The public sector oil marketing companies (OMCs) have threatened of cutting oil supplies to Air India at six major airports in the country from 18 October. This may result in several flight delays and cancellation for its customers, reports The Economic Times.
The companies have sent a letter to Air India saying that the fuel supply would be cut if the national carrier did not make ‘lumpsum payments, as has been agreed’, which owes a debt of around Rs 5,000 crore to the oil suppliers.
“In the event on non receipt of monthly lumpsum payment, as has been agreed in the meetings held on 26/08/2019 and 04/09/2019, OMCs will be constrained to stop fuel supplies at six major airports effective October 11, 2019,” the letter reads.
The letter, however later, adds that the date of supply cut has been pushed to 18 October, 2019.
The airports where the supply, as per the letter, will be discontinued are Delhi, Mumbai, Chennai, Kolkata, Hyderabad, and Bengaluru, which is expected to cause inconvenience to several domestic as well as international fliers of the airline.

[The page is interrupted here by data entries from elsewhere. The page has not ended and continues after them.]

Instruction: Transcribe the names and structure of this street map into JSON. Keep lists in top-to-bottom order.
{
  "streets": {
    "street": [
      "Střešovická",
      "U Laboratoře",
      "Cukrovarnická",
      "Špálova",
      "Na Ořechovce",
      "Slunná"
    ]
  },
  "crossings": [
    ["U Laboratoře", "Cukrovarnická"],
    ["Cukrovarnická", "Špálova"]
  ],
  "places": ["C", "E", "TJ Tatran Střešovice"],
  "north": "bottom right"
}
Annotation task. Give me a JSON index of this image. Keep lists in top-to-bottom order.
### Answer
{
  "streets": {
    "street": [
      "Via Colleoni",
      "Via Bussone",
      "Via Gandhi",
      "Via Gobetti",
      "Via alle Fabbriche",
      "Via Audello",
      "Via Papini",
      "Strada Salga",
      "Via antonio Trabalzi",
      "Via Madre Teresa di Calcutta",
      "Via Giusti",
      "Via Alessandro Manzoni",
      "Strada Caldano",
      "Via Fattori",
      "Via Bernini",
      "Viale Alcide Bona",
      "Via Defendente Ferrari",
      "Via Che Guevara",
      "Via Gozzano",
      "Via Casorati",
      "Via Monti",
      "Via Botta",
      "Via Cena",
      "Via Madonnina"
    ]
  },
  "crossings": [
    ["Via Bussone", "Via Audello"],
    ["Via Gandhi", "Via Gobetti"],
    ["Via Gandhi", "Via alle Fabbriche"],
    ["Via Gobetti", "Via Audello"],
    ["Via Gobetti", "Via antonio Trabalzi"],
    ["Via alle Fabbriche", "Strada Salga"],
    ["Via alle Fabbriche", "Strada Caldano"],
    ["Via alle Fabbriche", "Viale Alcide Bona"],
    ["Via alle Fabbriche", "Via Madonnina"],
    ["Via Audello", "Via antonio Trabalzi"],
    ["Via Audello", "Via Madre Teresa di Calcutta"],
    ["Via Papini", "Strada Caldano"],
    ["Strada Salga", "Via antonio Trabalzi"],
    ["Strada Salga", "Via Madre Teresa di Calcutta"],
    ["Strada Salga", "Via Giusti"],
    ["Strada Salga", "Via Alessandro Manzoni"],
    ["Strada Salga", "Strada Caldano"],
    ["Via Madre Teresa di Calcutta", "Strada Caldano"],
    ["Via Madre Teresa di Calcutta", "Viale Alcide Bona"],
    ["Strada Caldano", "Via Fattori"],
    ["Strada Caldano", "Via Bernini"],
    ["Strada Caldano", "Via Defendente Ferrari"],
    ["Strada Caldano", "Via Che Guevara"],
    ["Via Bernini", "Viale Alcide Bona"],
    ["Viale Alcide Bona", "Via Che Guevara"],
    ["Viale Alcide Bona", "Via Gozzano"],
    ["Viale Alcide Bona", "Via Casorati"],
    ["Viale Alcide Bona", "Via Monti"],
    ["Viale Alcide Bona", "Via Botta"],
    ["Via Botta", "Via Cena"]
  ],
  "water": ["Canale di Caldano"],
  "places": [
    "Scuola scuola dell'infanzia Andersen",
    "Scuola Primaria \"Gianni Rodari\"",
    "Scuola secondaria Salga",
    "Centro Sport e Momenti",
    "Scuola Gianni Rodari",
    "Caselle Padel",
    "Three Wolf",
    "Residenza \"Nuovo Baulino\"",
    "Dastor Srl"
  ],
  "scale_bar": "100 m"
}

According to the letter, the airline has been making daily payments. However, that does not help the outstanding amount to come down. “It may be noted that the outstanding has not come down considerably in the absence of considerable lumpsum payments,” the missive further reads.
The airline, when contacted by ET, refused to comment on the issue.
Owing to the huge debt, the oil companies have, in past also, discontinued the supplies to Air India at several airports. In August, the supplies were cut to the public airline in Pune, Vizag, Cochin, Patna, Ranchi, and Mohali.
The fuel supply was resumed after Air India made commitments to make payments and clear the dues, partly. The latest threat, however, has come as the airline failed to meet the commitments due to its long-going financial crisis.